[Records from a data collection]
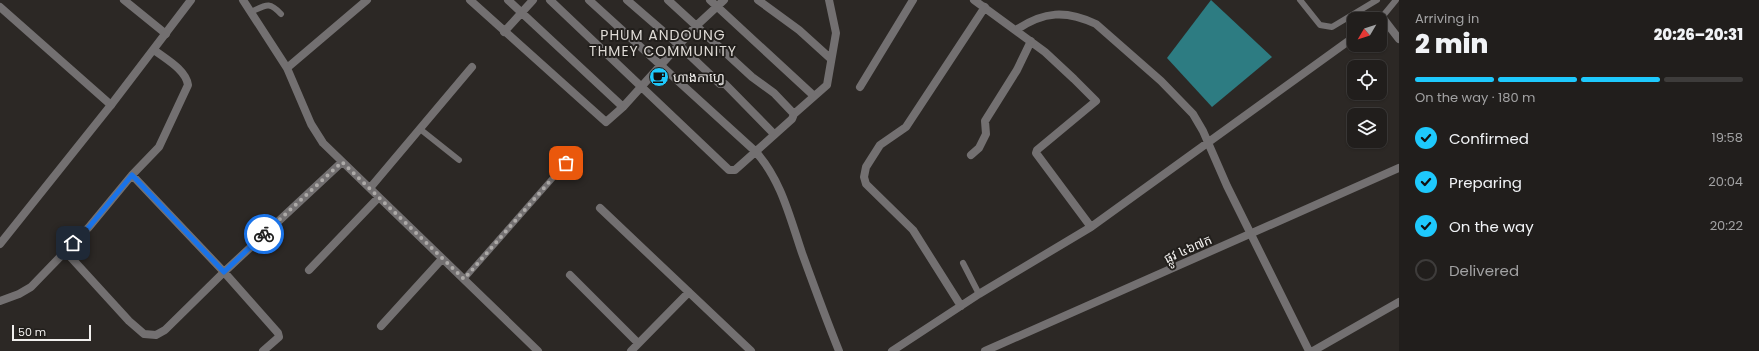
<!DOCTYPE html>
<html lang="en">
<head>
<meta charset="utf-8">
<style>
  body { margin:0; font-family:Poppins,"Noto Sans Khmer",sans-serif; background:#292725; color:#f1f3f6; height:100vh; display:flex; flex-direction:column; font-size:15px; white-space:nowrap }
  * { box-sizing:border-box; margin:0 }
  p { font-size:13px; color:#a2a2a3 }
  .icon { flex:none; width:22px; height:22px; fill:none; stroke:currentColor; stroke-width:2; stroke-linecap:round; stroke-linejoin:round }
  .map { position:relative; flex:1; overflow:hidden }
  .drawer { display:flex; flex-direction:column; background:#211e1c; width:360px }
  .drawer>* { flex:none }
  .needle { width:26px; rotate:231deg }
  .tools { position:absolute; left:1347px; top:12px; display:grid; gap:8px }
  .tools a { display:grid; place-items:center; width:40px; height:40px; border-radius:8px; background:#211e1c; box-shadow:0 1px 3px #0004,0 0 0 1px #3e3c3b; font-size:20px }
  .scale { position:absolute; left:12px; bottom:10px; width:79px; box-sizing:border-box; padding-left:4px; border:2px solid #f1efed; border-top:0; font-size:11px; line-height:14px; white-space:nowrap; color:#f1efed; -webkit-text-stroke:3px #221f1c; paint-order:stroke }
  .pin { position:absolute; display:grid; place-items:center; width:34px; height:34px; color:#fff; margin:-17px; border-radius:8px; box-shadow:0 2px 6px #0006 }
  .courier { position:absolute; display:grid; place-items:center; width:40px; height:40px; margin:-20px; border:3px solid #1a73e8; border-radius:50%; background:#fff; color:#222; box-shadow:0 1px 5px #0007 }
  .head em { font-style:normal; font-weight:800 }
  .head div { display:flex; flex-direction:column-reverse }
  .head { display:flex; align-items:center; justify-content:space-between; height:68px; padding:0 16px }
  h1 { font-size:26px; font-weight:800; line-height:30px }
  .bar { display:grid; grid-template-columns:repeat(4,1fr); gap:6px 4px; align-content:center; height:48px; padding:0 16px }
  .bar i { height:5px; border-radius:3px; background:#3e3c3b }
  .bar .current { background:#1ec9fd }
  .bar p { grid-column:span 4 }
  ol { padding:0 16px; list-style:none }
  li { display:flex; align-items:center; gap:12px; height:44px }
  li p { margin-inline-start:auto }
  li .icon { padding:4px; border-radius:50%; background:#1ec9fd; color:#111; stroke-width:4 }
  li:last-child { color:#a2a2a3 }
  li i { width:22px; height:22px; border:2px solid #3e3c3b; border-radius:50% }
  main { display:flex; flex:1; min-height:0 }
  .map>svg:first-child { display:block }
</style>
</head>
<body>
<main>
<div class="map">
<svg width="1399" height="351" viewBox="0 0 1399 351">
  <rect width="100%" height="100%" fill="#2c2825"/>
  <path fill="#2d7c82" d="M1211,0l61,57 -60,50 -45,-49z"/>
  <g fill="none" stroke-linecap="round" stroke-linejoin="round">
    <path stroke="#737071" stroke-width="6" d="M1300,0l20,25 12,2 45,-27
      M251,12c15,-7 18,-11 30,2
      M1382,17l14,-17
      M420,129l39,31
      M963,263l16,31
      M464,279l102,-116"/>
    <path stroke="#737071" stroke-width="8" d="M124,0l42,34
      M243,0l44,68 24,56 12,19 215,208
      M470,0l136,122 17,-15 73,-81 28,-26
      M508,0l115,107
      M550,0l179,170h6l57,-51 2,-5 33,-29 9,-52 -7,-33
      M589,0l166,151c26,28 35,67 47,102 12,33 24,66 37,98
      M627,0l52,45 41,39h5l49,50
      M668,0l84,77 22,16 20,21
      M710,0l104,96
      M758,0l41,30 32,29
      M974,0l71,52 29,27 22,22 -59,49 -1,3 55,74
      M0,7l111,98
      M1379,19l3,-2 17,22
      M1016,30c28,-19 50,-20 80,-6l65,57 32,33 10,17 24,55 82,165
      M504,32l29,-32
      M287,68l80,-68
      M860,87l53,-87
      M971,155l8,-7 7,-14 -1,-13 32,-51 14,-29
      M132,175l92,97 54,61 1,4 -16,14
      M370,188l102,-121
      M600,208l151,143
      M65,251l64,70 15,13 12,1 9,-5 59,-58 118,-110
      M309,270l69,-72
      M570,275l68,68
      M0,301l19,-7 12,-7 58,-60 43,-52 27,-28 29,-62c-2,-15 -22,-26 -34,-35
      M961,306l-48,-76 -47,-46 -2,-7 2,-10 14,-22 26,-18 79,-120
      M381,326l61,-67
      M631,351l58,-59
      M892,351l87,-57 112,-67 263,-190
      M1313,351l86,-49"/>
    <path stroke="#737071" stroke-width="8" d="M0,244l111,-139 80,-105
      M985,351l414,-183"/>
  </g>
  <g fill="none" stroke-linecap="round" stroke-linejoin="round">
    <path stroke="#aca9a7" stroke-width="4" stroke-dasharray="0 7.2" d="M264,234l78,-72 122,117 102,-116"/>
    <path stroke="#1a73e8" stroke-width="5" d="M73,243l16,-16 43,-52 92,97 40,-38"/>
  </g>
  <defs>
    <g id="cafe-disc" transform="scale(1)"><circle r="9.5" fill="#1ec9fd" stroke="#221f1c"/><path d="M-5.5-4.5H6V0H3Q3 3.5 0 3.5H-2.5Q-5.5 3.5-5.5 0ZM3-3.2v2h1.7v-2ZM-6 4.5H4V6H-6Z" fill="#111"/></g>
  </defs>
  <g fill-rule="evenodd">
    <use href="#cafe-disc" x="659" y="77"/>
  </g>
  <g text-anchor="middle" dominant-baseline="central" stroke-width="4" stroke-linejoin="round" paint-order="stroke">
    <g font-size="13" fill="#f1efed" stroke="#221f1c" text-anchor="start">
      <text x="673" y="77">ហាងកាហ្វេ</text>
    </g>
    <g font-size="13" fill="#f1efed" stroke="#221f1c">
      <text transform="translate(1188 249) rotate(-24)">ផ្លូវ ៤៦៧ក</text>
    </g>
    <g font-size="14" letter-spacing="1" fill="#dfdbd6" stroke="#221f1c">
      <text x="663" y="35">PHUM ANDOUNG<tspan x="663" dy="16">THMEY COMMUNITY</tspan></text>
    </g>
  </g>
</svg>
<div class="tools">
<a><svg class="needle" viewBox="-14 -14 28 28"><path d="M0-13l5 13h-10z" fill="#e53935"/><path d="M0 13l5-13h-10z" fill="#a2a2a3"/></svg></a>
<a><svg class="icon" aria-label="locate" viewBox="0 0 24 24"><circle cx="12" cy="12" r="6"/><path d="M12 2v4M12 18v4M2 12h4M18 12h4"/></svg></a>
<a><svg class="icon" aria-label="layers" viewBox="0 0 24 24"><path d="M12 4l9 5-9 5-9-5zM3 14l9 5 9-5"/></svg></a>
</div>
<div class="scale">50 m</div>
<div class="pin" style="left:566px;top:163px;background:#ea580c"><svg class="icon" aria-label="bag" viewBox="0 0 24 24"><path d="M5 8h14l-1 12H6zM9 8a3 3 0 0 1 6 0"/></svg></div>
<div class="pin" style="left:73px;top:243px;background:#1f2937"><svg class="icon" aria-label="home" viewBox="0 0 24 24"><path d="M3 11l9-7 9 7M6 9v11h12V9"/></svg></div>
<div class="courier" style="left:264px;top:234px"><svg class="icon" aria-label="bike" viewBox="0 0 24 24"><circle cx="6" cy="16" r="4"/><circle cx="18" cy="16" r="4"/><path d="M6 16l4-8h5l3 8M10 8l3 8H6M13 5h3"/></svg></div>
</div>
<section class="drawer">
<div class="head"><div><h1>2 min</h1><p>Arriving in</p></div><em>20:26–20:31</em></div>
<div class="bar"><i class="current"></i><i class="current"></i><i class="current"></i><i></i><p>On the way · 180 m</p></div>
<ol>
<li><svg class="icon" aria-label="check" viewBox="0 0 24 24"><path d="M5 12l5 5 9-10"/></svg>Confirmed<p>19:58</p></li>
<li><svg class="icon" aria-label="check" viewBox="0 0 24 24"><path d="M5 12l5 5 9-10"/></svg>Preparing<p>20:04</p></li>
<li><svg class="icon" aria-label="check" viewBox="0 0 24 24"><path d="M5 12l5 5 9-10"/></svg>On the way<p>20:22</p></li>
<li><i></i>Delivered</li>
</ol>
</section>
</main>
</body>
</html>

## TASK
Where a line of the records has the string "tools", return that line.

## OUTPUT OF THE EXERCISE
  .tools { position:absolute; left:1347px; top:12px; display:grid; gap:8px }
  .tools a { display:grid; place-items:center; width:40px; height:40px; border-radius:8px; background:#211e1c; box-shadow:0 1px 3px #0004,0 0 0 1px #3e3c3b; font-size:20px }
<div class="tools">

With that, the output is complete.